Robert McClelland, of the McClelland Financial Group, of Assante Capital Management Ltd, said there are no signs the Canadian economy is booming, while there remains widespread concerns over household debt, the Nafta trade negotiations and a weakening loonie, which fell to as low as $1.2989 per US dollar on Friday, its lowest since July.

McClelland said that despite continuous talk about rises, the recent increases have not been significant and the markets point to BoC governer Stephen Poloz maintaining the status quo and keeping the benchmark rate at 1.25%.

He said: “My belief is that if an interest rate rise was imminent, they would already be there. The market is pretty efficient; it moves automatically and so most of the time the groupthink gets it wrong.

“We’ve been talking about rising interest rates the past six years, go look at all the articles! They’ve maybe gone up half a point, three-quarters of a point.”

He added: “I’m not one to try to predict interest rates but I think we’ve already seen a little bit of movement this year and that needs to settle in. That’s enough.

“There’s no sign the Canadian economy is booming or anything like that and they’ve done a few things to supress the housing market in Toronto and Vancouver, and that seems to be working a little bit.

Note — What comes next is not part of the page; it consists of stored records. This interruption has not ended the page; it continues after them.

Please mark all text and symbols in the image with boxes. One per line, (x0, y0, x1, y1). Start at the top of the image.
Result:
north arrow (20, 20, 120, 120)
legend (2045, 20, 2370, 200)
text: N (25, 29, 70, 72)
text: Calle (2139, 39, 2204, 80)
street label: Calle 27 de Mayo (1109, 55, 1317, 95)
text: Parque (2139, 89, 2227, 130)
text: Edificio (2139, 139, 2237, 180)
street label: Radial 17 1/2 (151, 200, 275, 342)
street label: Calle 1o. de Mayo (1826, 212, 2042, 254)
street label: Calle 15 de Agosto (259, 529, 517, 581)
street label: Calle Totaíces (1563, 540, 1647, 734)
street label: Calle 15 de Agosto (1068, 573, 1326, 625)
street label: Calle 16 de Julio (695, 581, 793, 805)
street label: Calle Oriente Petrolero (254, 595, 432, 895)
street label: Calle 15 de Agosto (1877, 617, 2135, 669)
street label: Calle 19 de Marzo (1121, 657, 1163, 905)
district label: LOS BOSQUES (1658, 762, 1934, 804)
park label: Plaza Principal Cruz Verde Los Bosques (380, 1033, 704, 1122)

I don’t see them changing anything.”

That viewpoint is universal, with nine of the 21 analysts surveyed by Bloomberg not expecting a hike, although it reports that many strategists and traders remain convinced the BoC will opt for at least two more rises before the year is out.

Meanwhile, Trump’s confirmation of trade tariffs for Canada yesterday did little to boost the loonie and all the signs point to a slowdown after Canada's stellar 2017. Bloomberg reports that Canada shed a net 88,000 jobs in January, while retails sales figures released last month showed receipts fell 0.8% month-over-month in December.